▶ TASK OBJECTIVE
Nothing but the text should be carried over: reproduce all the data exactly and leave out every image.

Dataset entries:

———

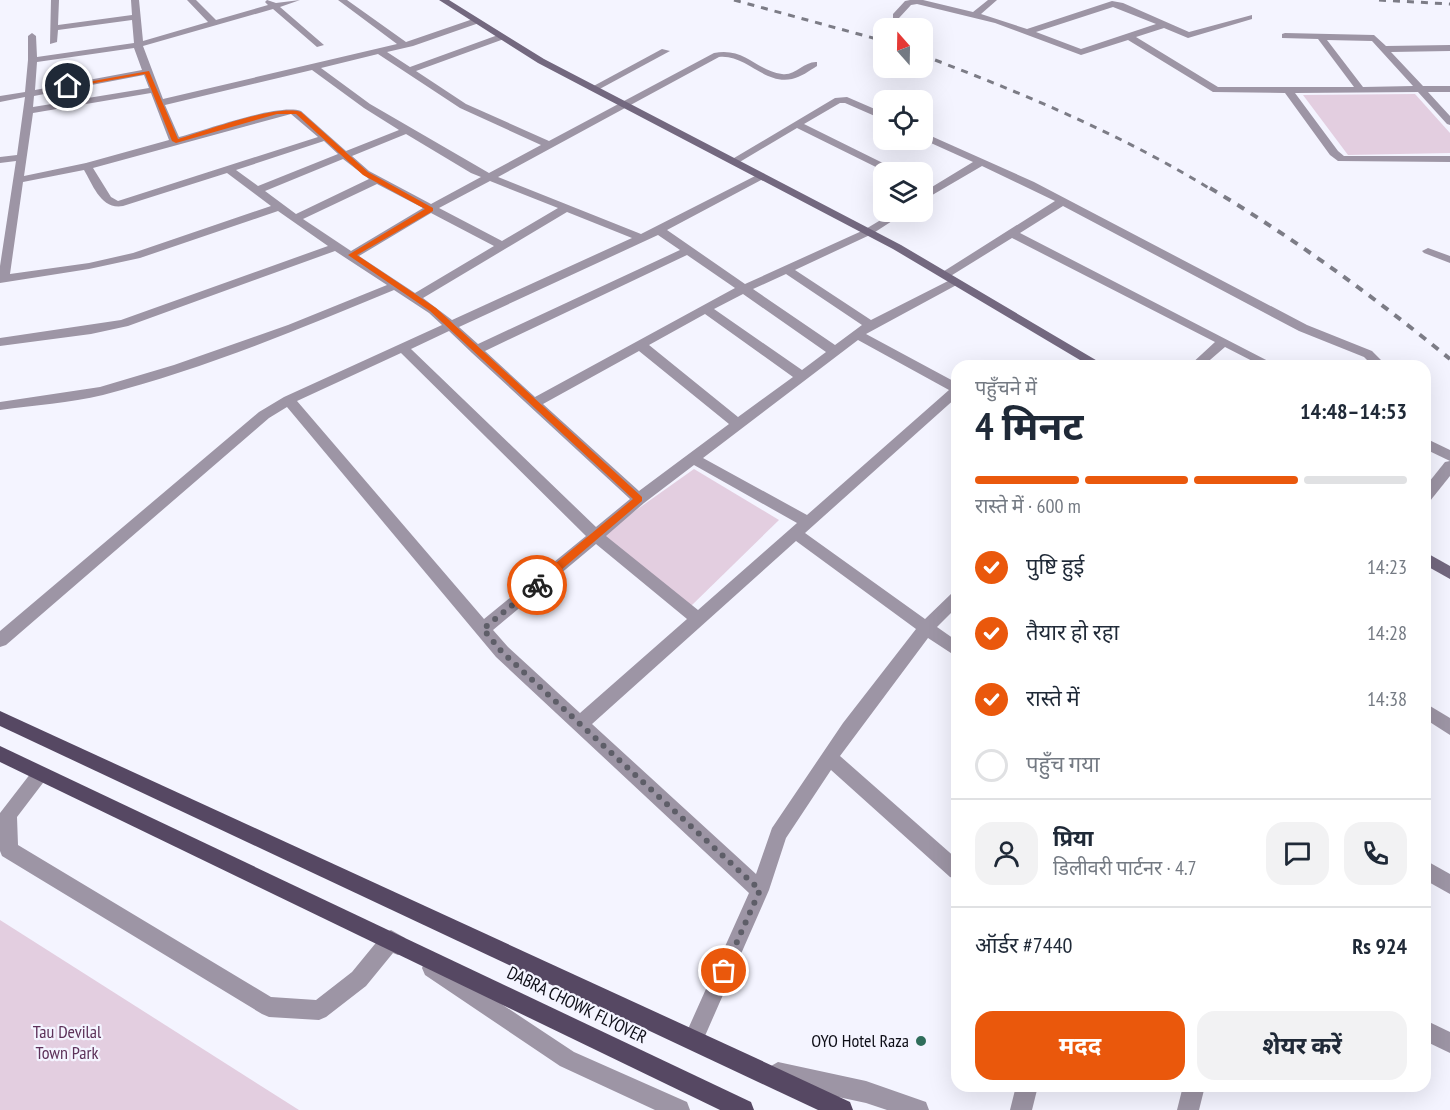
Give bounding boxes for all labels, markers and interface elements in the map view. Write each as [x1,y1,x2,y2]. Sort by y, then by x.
north arrow [873,18,933,78]
map controls [873,18,933,222]
pin [42,60,93,111]
icon: home [51,69,84,102]
button: locate [873,90,933,150]
button: layers [873,162,933,222]
text: पहुँचने में [975,375,1037,401]
text: 14:48–14:53 [1300,397,1407,425]
text: 4 मिनट [975,400,1084,451]
text: रास्ते में · 600 m [975,493,1081,519]
icon: check [975,551,1008,584]
text: पुष्टि हुई [1026,552,1084,580]
text: 14:23 [1367,554,1407,580]
courier [507,555,567,615]
icon: bike [521,569,554,602]
icon: check [975,617,1008,650]
text: तैयार हो रहा [1026,618,1119,646]
text: 14:28 [1367,620,1407,646]
icon: check [975,683,1008,716]
text: रास्ते में [1026,684,1080,712]
text: 14:38 [1367,686,1407,712]
text: पहुँच गया [1026,750,1100,778]
button: person [975,822,1038,885]
button: chat [1266,822,1329,885]
button: phone [1344,822,1407,885]
text: प्रिया [1053,824,1093,852]
text: डिलीवरी पार्टनर · 4.7 [1053,855,1197,881]
text: ऑर्डर #7440 [975,931,1072,959]
text: Rs 924 [1352,932,1407,960]
pin [698,945,749,996]
icon: bag [707,954,740,987]
street label: DABRA CHOWK FLYOVER [503,961,651,1049]
button: मदद [975,1011,1185,1080]
button: शेयर करें [1197,1011,1407,1080]
park label: Tau Devilal Town Park [33,1020,102,1064]
place label: OYO Hotel Raza [811,1029,909,1052]
marker: OYO Hotel Raza [914,1034,928,1048]

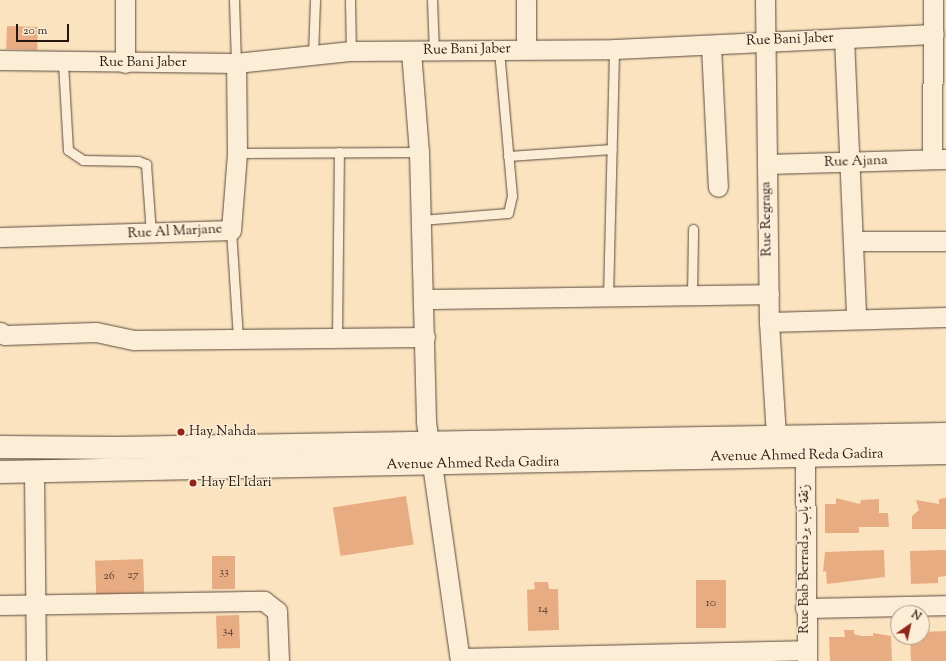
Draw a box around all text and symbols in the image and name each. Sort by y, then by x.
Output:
scale bar [18,16,71,42]
text: 20 m [23,22,47,40]
street label: Rue Bani Jaber [746,30,834,50]
street label: Rue Bani Jaber [423,41,511,59]
street label: Rue Bani Jaber [99,55,187,71]
street label: Rue Ajana [824,152,888,172]
street label: Rue Regraga [758,181,776,257]
street label: Rue Al Marjane [127,221,223,243]
place label: Hay Nahda [189,424,256,440]
marker: Hay Nahda [176,427,186,437]
street label: Avenue Ahmed Reda Gadira [710,446,884,466]
street label: Avenue Ahmed Reda Gadira [386,454,560,474]
place label: Hay El Idari [201,475,272,491]
marker: Hay El Idari [188,478,198,488]
street label: Rue Bab Berradزنقة باب برد [797,484,813,634]
house number: 33 [219,566,229,580]
house number: 27 [127,569,139,583]
house number: 26 [103,570,115,584]
house number: 10 [706,597,716,611]
house number: 14 [538,603,548,617]
north arrow [890,605,930,645]
text: N [908,607,924,625]
house number: 34 [223,625,233,639]

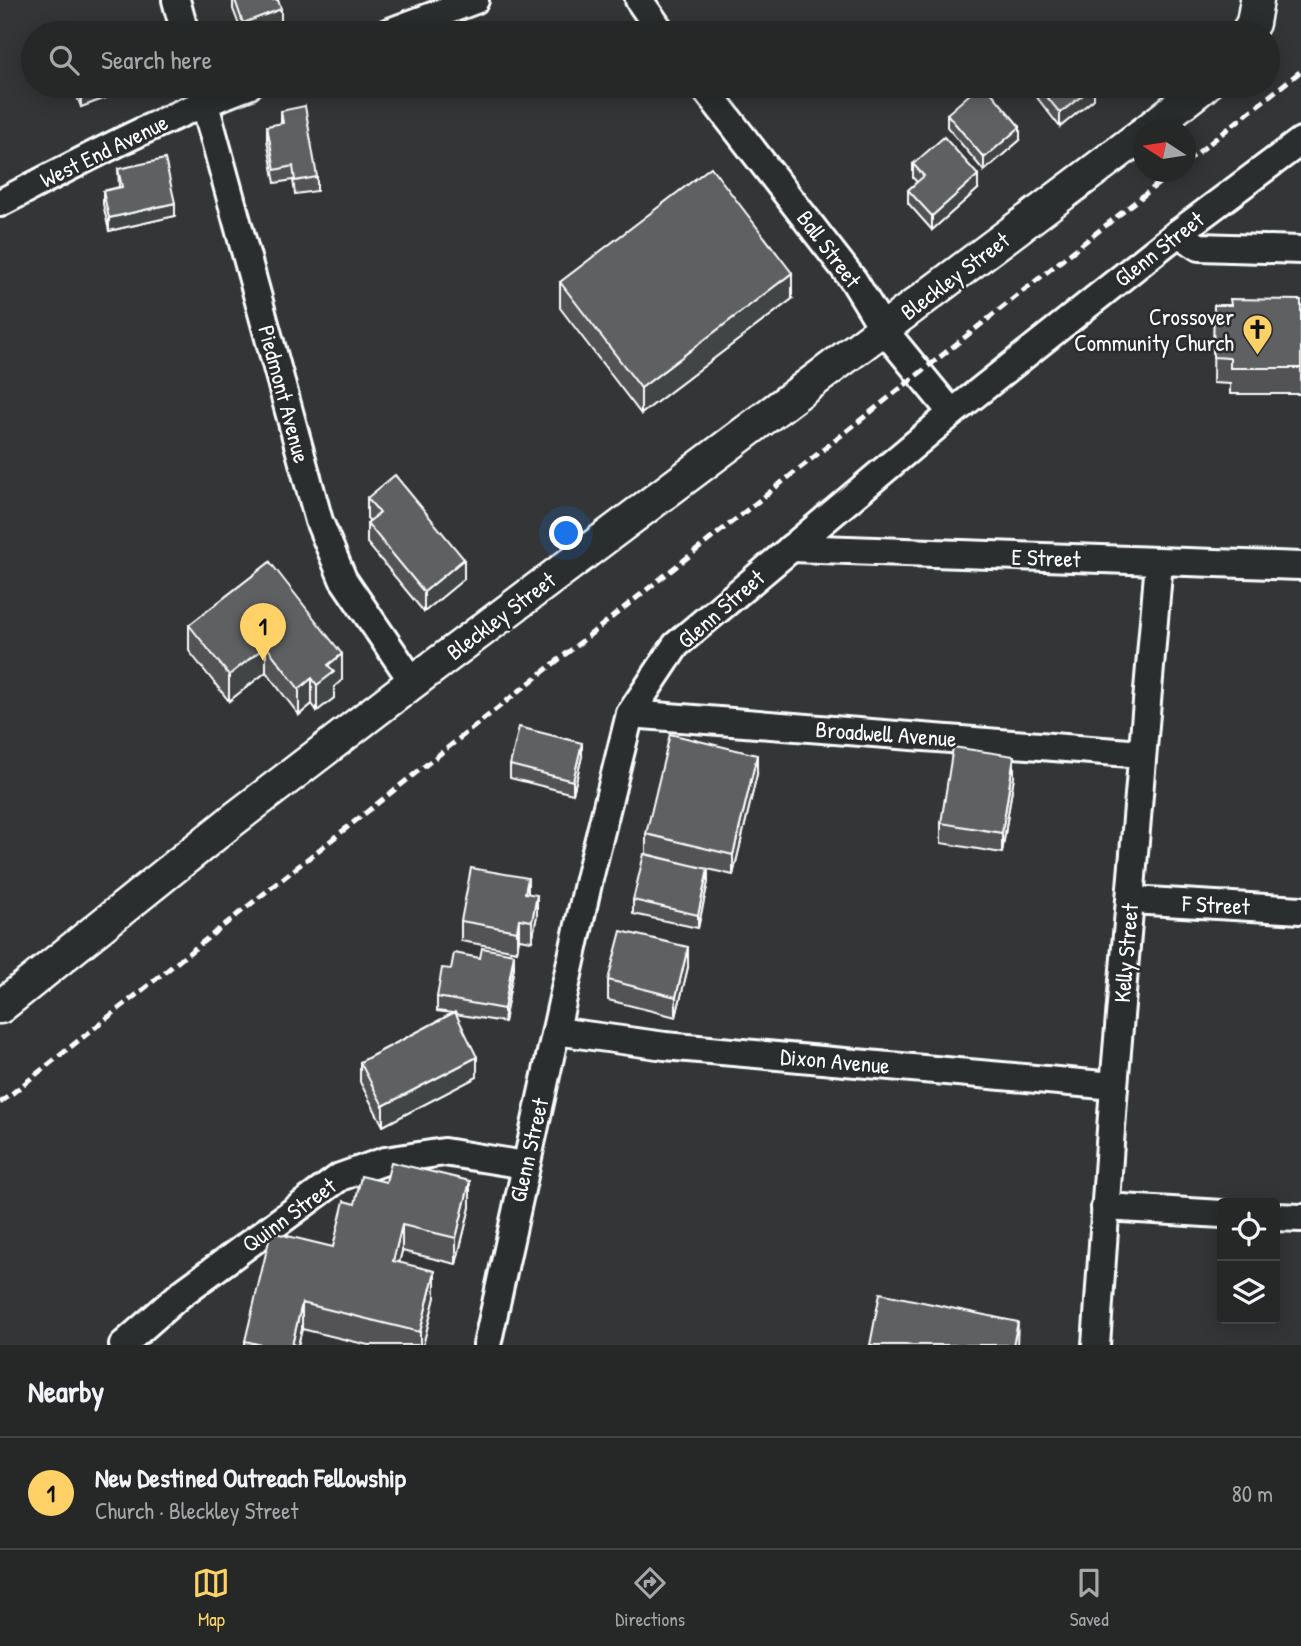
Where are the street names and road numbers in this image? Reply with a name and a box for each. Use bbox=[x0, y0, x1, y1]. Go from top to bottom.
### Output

———

▶ TASK SOLUTION
Give bounding boxes for all labels, markers and interface elements in the map view. Write each as [x1,y1,x2,y2]. Sort by y, then by x.
north arrow [873,18,933,78]
map controls [873,18,933,222]
pin [42,60,93,111]
icon: home [51,69,84,102]
button: locate [873,90,933,150]
button: layers [873,162,933,222]
text: पहुँचने में [975,375,1037,401]
text: 14:48–14:53 [1300,397,1407,425]
text: 4 मिनट [975,400,1084,451]
text: रास्ते में · 600 m [975,493,1081,519]
icon: check [975,551,1008,584]
text: पुष्टि हुई [1026,552,1084,580]
text: 14:23 [1367,554,1407,580]
courier [507,555,567,615]
icon: bike [521,569,554,602]
icon: check [975,617,1008,650]
text: तैयार हो रहा [1026,618,1119,646]
text: 14:28 [1367,620,1407,646]
icon: check [975,683,1008,716]
text: रास्ते में [1026,684,1080,712]
text: 14:38 [1367,686,1407,712]
text: पहुँच गया [1026,750,1100,778]
button: person [975,822,1038,885]
button: chat [1266,822,1329,885]
button: phone [1344,822,1407,885]
text: प्रिया [1053,824,1093,852]
text: डिलीवरी पार्टनर · 4.7 [1053,855,1197,881]
text: ऑर्डर #7440 [975,931,1072,959]
text: Rs 924 [1352,932,1407,960]
pin [698,945,749,996]
icon: bag [707,954,740,987]
street label: DABRA CHOWK FLYOVER [503,961,651,1049]
button: मदद [975,1011,1185,1080]
button: शेयर करें [1197,1011,1407,1080]
park label: Tau Devilal Town Park [33,1020,102,1064]
place label: OYO Hotel Raza [811,1029,909,1052]
marker: OYO Hotel Raza [914,1034,928,1048]

Draw a box around all text and symbols in the image and name each. Sort by y, then by x.
Output:
scale bar [18,16,71,42]
text: 20 m [23,22,47,40]
street label: Rue Bani Jaber [746,30,834,50]
street label: Rue Bani Jaber [423,41,511,59]
street label: Rue Bani Jaber [99,55,187,71]
street label: Rue Ajana [824,152,888,172]
street label: Rue Regraga [758,181,776,257]
street label: Rue Al Marjane [127,221,223,243]
place label: Hay Nahda [189,424,256,440]
marker: Hay Nahda [176,427,186,437]
street label: Avenue Ahmed Reda Gadira [710,446,884,466]
street label: Avenue Ahmed Reda Gadira [386,454,560,474]
place label: Hay El Idari [201,475,272,491]
marker: Hay El Idari [188,478,198,488]
street label: Rue Bab Berradزنقة باب برد [797,484,813,634]
house number: 33 [219,566,229,580]
house number: 27 [127,569,139,583]
house number: 26 [103,570,115,584]
house number: 10 [706,597,716,611]
house number: 14 [538,603,548,617]
north arrow [890,605,930,645]
text: N [908,607,924,625]
house number: 34 [223,625,233,639]

Where are the street names and road numbers in this image? Reply with a name and a box for each. Use bbox=[x0, y0, x1, y1]. Go from top to bottom.
### Output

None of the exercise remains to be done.